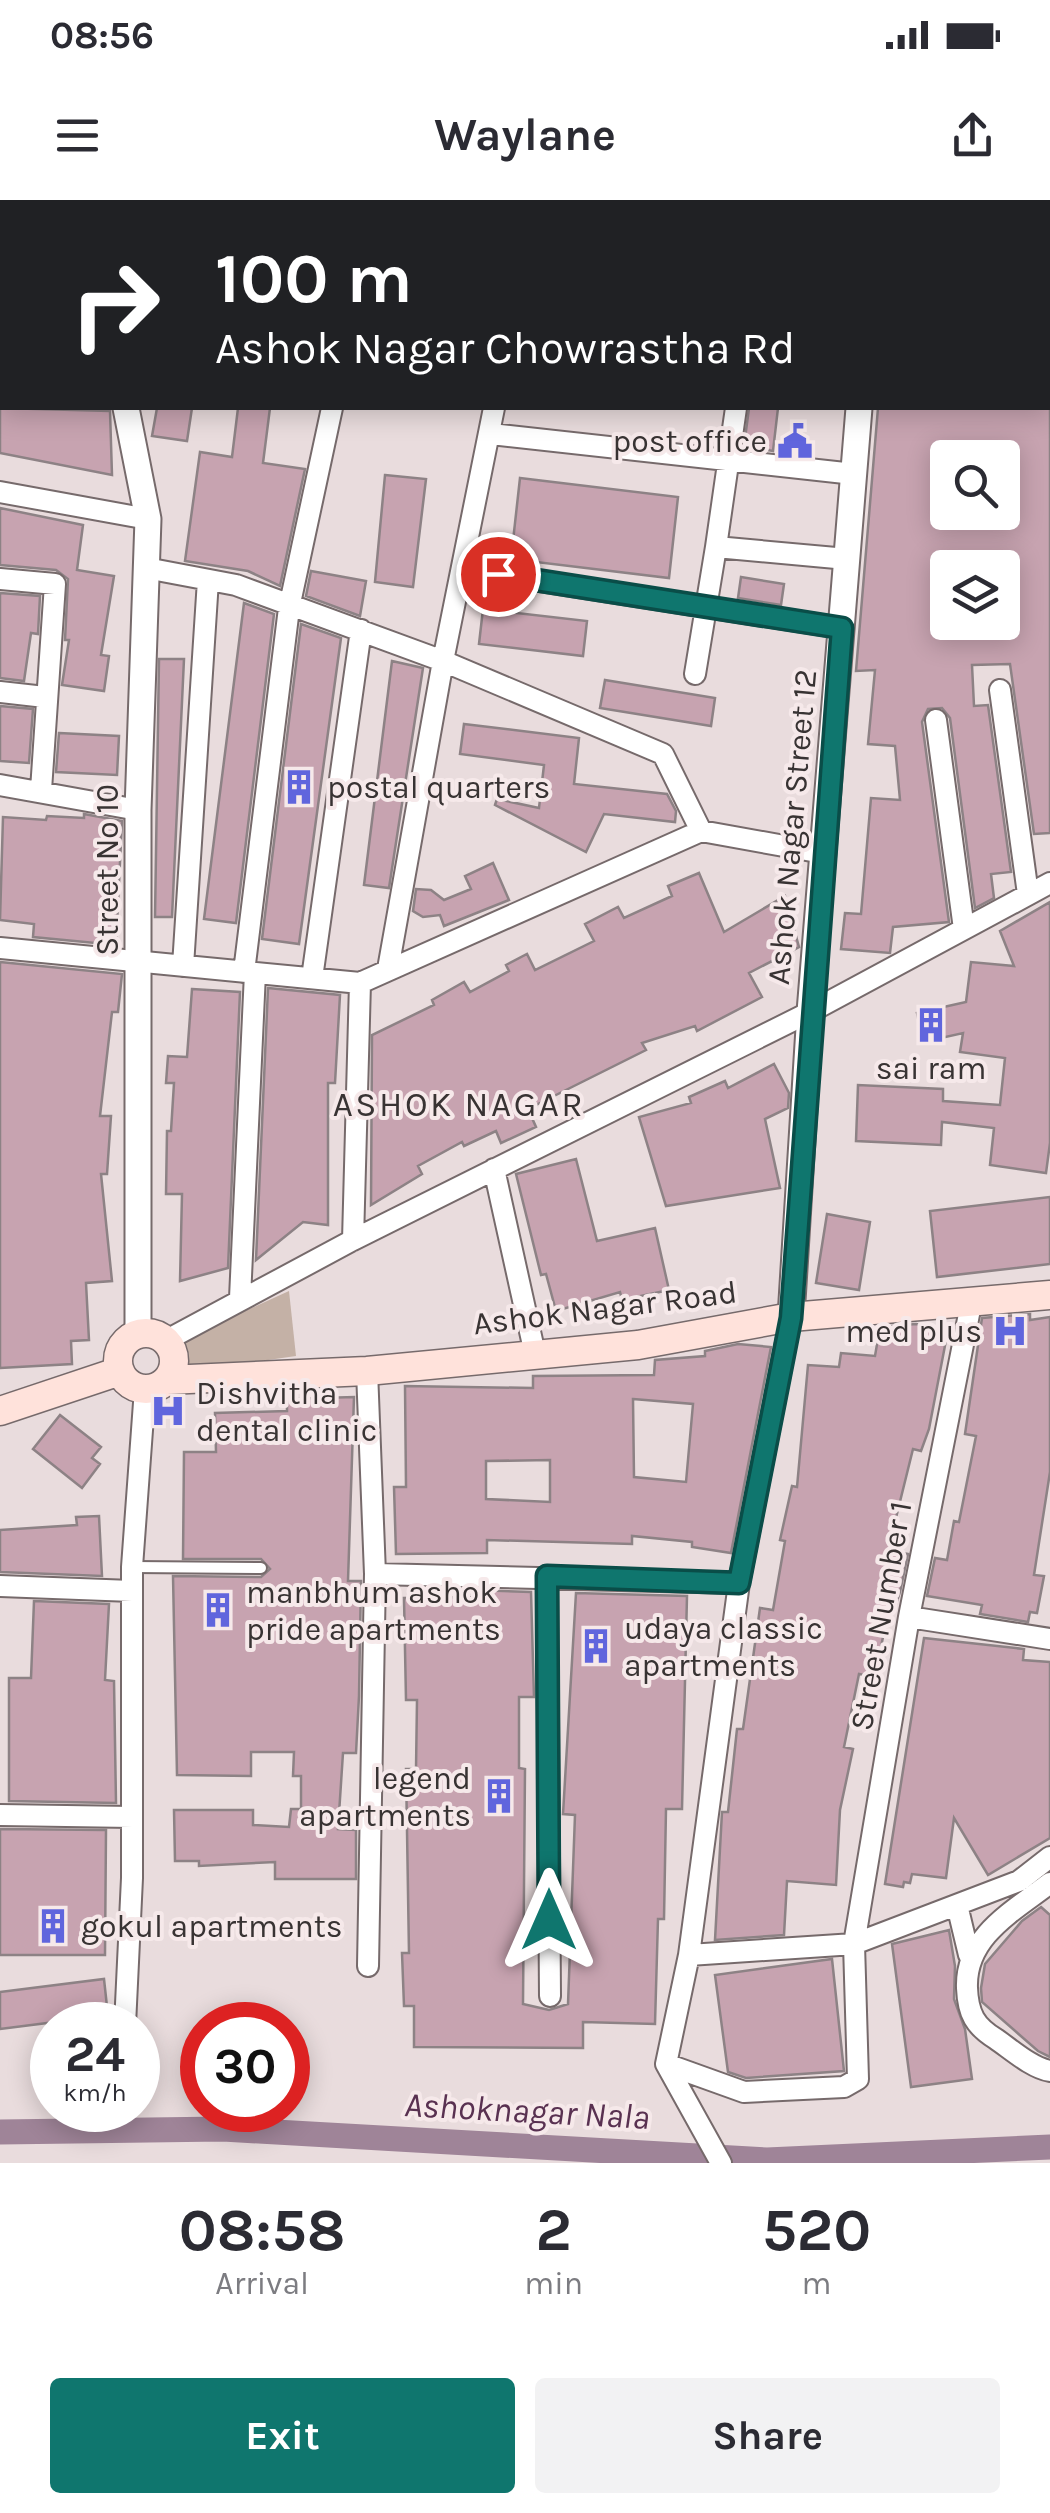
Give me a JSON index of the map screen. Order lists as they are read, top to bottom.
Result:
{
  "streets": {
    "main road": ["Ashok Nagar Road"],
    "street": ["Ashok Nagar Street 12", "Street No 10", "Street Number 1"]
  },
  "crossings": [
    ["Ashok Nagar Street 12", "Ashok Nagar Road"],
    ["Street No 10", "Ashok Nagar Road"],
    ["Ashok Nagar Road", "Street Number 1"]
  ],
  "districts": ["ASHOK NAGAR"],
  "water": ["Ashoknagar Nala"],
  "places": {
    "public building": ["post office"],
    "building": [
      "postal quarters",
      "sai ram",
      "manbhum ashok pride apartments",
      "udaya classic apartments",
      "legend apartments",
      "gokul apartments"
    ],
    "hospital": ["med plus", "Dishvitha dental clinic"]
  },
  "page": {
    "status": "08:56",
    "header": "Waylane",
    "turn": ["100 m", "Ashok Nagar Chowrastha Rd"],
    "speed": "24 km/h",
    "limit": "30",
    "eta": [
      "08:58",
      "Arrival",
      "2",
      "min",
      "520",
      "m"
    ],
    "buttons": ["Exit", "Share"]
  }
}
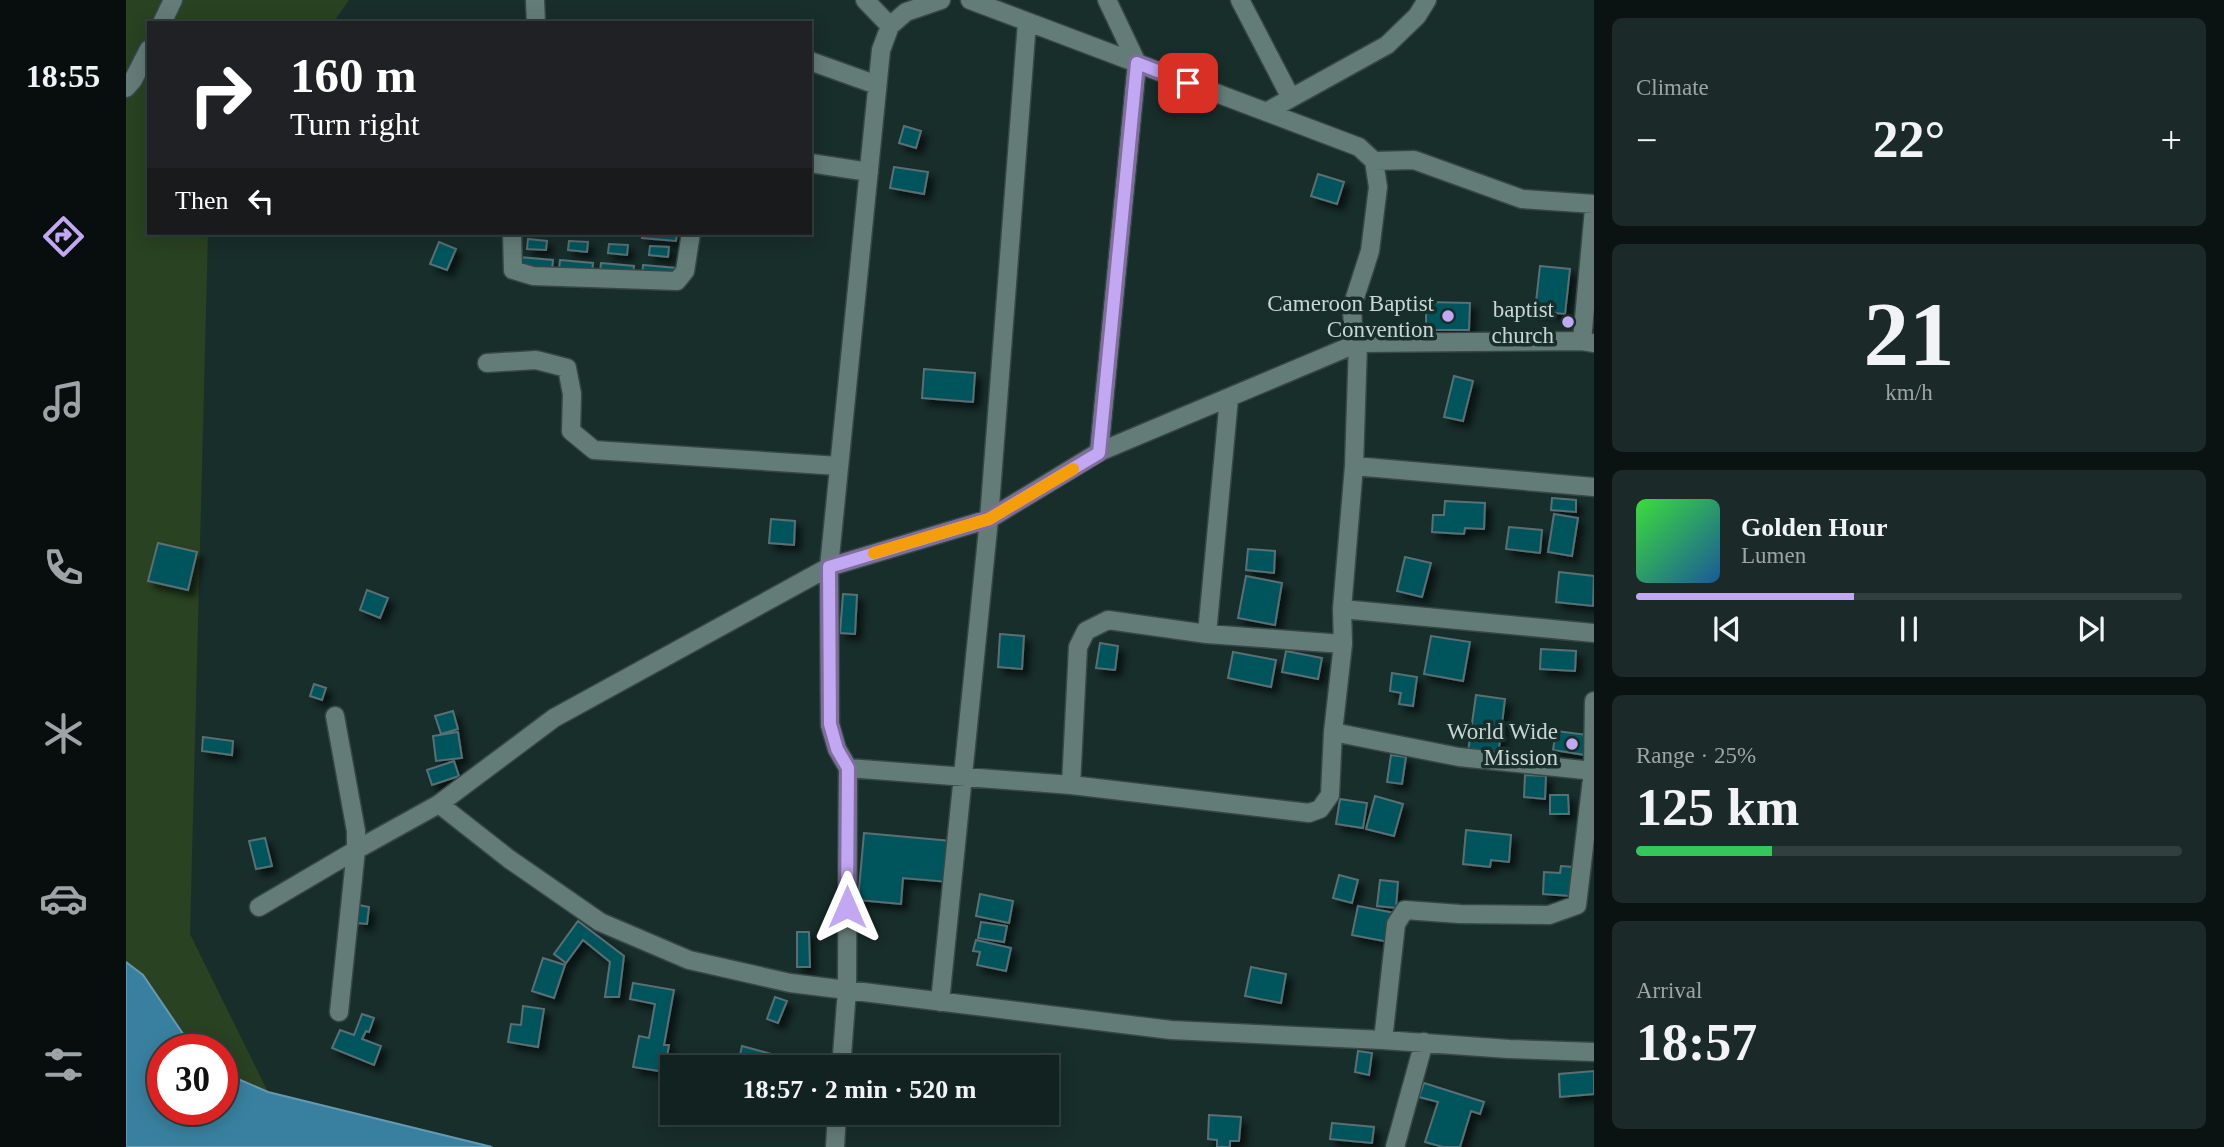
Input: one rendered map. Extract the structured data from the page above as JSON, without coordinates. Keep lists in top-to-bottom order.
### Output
______
Prompt:
What lines of the material above hold the string "bottom"? Please copy them.

Answer for the task:
Give me a JSON index of the map screen. Order lists as they are read, top to bottom.
Input: one rendered map. Extract the structured data from the page above as JSON, without coordinates. Keep lists in top-to-bottom order.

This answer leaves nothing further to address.